START DATA SUPPLIED
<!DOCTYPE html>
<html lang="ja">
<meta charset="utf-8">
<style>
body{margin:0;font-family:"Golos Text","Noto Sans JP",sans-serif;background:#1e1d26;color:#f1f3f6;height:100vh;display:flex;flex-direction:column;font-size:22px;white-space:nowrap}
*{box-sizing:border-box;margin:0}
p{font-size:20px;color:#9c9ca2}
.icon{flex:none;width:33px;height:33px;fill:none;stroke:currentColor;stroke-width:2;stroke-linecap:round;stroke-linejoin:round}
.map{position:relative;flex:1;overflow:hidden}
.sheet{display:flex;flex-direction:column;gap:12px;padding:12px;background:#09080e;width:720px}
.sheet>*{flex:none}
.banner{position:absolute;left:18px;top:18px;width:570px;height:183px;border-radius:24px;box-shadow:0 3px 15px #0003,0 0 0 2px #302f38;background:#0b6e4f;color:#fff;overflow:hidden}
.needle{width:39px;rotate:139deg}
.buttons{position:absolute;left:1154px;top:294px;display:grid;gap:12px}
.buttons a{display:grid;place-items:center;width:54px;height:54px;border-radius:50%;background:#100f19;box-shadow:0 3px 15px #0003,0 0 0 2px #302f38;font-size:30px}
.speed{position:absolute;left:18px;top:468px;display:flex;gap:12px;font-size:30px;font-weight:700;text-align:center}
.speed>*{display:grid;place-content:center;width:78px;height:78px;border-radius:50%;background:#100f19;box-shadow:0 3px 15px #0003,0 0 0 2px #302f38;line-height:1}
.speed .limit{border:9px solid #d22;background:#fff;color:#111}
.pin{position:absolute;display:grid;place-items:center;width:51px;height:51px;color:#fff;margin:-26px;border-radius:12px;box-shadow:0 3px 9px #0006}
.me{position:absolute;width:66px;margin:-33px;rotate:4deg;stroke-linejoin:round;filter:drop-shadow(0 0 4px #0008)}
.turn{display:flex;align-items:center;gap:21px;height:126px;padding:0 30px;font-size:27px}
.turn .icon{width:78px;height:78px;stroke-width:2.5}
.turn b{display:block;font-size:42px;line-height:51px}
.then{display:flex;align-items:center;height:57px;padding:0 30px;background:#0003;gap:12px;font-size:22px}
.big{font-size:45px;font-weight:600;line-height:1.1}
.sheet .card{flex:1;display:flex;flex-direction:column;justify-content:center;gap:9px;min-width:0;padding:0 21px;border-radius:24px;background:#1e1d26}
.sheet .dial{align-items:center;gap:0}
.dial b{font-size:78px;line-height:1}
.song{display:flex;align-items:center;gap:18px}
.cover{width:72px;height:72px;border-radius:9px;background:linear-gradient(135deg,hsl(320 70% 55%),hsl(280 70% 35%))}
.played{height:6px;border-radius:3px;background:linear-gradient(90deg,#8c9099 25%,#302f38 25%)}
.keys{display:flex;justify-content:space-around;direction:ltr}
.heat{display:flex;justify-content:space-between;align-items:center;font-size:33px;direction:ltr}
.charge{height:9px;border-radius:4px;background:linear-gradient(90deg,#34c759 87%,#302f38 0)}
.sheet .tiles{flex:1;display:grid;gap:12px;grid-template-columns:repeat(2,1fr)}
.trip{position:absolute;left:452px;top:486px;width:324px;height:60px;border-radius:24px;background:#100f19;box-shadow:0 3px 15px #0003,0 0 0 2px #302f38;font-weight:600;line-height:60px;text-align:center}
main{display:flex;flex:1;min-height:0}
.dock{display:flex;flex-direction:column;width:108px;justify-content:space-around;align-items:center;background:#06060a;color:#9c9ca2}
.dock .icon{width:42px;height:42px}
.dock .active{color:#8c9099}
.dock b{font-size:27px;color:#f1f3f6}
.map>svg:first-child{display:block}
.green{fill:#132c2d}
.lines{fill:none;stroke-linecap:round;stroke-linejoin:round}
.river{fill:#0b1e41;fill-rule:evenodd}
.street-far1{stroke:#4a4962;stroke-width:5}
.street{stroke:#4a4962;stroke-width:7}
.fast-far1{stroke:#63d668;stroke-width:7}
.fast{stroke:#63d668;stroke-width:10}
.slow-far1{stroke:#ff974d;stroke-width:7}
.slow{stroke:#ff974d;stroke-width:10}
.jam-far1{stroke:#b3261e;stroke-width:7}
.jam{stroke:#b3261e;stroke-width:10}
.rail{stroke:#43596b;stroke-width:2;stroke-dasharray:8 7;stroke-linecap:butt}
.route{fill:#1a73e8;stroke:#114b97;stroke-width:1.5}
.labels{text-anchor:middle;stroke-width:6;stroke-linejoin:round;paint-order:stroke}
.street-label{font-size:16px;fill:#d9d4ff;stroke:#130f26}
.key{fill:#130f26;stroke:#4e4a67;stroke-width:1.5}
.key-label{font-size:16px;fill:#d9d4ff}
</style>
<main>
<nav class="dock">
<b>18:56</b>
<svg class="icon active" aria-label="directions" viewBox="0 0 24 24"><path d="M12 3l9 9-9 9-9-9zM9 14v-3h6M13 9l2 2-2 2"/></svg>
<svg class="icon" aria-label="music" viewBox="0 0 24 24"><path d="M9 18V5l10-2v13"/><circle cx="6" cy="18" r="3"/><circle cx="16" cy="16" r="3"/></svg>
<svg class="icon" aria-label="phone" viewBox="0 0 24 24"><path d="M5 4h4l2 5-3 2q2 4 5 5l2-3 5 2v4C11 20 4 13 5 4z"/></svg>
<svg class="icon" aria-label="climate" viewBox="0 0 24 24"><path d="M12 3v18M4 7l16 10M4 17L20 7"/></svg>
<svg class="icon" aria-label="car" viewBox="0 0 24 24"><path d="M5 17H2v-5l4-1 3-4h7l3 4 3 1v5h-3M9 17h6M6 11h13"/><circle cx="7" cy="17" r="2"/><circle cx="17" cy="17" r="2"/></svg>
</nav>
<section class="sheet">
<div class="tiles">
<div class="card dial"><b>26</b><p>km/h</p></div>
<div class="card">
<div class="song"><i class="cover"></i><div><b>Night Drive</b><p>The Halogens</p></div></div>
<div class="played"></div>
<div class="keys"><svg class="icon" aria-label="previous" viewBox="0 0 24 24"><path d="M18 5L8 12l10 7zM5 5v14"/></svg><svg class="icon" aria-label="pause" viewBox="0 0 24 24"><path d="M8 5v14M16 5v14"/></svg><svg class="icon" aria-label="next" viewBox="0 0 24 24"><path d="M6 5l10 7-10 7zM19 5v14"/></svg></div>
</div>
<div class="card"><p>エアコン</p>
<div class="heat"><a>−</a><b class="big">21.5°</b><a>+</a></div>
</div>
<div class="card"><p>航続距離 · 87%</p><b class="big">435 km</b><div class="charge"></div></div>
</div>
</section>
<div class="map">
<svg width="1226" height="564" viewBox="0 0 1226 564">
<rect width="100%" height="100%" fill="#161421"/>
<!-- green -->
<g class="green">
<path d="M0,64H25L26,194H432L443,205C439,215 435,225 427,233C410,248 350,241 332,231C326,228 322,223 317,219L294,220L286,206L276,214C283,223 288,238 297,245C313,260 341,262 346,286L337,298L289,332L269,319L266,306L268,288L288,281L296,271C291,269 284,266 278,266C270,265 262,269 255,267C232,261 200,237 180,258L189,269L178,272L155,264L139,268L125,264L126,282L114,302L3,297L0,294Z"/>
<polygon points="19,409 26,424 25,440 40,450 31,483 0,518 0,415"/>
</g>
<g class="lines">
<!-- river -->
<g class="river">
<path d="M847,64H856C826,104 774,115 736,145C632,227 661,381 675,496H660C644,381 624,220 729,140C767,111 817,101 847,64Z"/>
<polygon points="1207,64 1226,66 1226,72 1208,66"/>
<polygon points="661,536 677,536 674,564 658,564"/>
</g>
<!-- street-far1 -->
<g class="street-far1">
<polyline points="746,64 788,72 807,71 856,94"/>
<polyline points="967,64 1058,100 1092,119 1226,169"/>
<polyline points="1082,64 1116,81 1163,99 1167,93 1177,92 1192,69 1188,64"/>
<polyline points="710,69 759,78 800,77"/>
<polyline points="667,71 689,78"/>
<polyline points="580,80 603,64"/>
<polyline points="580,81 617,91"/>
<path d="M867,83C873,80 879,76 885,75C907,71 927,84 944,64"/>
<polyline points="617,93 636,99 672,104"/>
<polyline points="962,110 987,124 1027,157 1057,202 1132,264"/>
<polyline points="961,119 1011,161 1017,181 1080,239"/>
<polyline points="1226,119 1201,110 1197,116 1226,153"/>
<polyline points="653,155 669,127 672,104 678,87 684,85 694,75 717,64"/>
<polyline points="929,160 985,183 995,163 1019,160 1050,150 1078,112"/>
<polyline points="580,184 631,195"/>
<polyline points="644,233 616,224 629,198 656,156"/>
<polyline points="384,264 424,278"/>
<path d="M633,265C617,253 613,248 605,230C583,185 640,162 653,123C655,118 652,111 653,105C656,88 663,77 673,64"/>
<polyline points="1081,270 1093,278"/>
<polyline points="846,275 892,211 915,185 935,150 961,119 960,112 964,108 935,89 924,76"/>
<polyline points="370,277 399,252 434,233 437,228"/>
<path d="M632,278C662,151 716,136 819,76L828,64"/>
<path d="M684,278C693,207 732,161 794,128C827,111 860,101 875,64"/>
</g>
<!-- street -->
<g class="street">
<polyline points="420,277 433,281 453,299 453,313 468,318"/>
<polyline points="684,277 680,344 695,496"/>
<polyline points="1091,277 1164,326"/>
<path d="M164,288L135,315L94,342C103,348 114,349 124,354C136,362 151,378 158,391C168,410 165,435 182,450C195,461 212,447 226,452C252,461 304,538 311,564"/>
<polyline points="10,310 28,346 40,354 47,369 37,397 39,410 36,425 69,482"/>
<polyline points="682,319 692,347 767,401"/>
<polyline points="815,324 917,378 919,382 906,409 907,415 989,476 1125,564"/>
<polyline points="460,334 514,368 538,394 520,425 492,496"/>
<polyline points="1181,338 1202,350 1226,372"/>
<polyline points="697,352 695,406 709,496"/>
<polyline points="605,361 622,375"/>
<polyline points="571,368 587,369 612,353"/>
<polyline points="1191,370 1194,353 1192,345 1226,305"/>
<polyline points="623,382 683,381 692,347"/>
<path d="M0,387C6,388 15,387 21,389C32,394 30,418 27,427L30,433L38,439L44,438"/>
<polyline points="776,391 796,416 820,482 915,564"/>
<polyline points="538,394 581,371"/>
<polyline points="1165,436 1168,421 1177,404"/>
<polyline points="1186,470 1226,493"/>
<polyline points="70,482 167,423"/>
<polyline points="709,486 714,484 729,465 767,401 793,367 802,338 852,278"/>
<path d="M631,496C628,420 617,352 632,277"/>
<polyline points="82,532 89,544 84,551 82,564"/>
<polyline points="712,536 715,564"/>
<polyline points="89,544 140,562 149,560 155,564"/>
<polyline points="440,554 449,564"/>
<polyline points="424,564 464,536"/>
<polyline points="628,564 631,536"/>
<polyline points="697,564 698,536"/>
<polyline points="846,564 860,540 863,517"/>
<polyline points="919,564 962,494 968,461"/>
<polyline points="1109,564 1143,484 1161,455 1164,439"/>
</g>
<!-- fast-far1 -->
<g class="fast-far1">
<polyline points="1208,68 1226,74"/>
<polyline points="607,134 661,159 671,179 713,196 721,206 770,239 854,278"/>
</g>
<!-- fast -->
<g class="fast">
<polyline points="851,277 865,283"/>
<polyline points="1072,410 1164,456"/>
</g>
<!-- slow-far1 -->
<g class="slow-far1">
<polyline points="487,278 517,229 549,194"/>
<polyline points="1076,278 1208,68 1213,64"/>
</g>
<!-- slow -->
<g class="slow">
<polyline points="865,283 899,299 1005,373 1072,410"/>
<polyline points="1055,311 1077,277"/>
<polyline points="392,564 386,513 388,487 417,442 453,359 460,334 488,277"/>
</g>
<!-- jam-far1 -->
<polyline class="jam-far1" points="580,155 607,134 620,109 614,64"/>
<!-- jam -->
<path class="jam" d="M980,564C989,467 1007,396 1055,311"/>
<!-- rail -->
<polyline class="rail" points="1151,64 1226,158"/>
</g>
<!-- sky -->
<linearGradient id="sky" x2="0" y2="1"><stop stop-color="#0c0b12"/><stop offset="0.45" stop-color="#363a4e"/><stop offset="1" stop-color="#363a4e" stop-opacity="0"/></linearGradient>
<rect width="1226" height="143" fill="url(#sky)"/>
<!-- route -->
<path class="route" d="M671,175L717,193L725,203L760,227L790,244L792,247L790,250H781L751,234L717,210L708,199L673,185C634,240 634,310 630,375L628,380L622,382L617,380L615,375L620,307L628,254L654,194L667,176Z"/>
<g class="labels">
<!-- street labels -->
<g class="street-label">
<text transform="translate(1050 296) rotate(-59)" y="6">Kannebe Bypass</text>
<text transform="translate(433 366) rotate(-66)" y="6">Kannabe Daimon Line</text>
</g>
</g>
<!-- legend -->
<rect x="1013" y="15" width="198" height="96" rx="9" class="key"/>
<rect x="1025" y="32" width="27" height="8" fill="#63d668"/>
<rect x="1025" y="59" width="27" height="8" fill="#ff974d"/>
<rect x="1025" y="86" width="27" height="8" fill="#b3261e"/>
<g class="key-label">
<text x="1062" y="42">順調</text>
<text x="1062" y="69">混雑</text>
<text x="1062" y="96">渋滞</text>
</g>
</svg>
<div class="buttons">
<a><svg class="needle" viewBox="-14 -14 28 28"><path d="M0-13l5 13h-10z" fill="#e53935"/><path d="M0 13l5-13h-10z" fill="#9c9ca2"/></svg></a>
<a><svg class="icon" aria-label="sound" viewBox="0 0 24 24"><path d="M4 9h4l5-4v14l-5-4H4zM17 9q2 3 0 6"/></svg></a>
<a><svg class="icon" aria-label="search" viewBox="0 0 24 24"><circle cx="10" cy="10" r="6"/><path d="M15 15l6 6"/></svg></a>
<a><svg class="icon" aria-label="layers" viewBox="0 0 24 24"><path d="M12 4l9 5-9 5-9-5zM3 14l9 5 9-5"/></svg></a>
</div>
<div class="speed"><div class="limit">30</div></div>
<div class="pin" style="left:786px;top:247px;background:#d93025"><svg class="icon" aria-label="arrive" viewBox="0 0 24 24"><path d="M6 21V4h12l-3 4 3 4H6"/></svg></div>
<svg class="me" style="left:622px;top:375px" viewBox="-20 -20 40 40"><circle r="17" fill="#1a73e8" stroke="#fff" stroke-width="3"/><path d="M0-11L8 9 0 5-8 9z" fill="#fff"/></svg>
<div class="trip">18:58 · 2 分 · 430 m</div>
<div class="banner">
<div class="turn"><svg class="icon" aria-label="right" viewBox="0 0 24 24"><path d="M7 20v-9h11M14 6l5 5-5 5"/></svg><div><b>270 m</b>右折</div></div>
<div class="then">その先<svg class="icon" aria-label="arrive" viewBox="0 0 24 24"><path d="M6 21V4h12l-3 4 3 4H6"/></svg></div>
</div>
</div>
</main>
END DATA SUPPLIED
▶ [INSTRUCTIONS FOR THE TASK] Go through the data above and copy each line that holds the word "arrive".

▶ [TASK OUTPUT]
<div class="pin" style="left:786px;top:247px;background:#d93025"><svg class="icon" aria-label="arrive" viewBox="0 0 24 24"><path d="M6 21V4h12l-3 4 3 4H6"/></svg></div>
<div class="then">その先<svg class="icon" aria-label="arrive" viewBox="0 0 24 24"><path d="M6 21V4h12l-3 4 3 4H6"/></svg></div>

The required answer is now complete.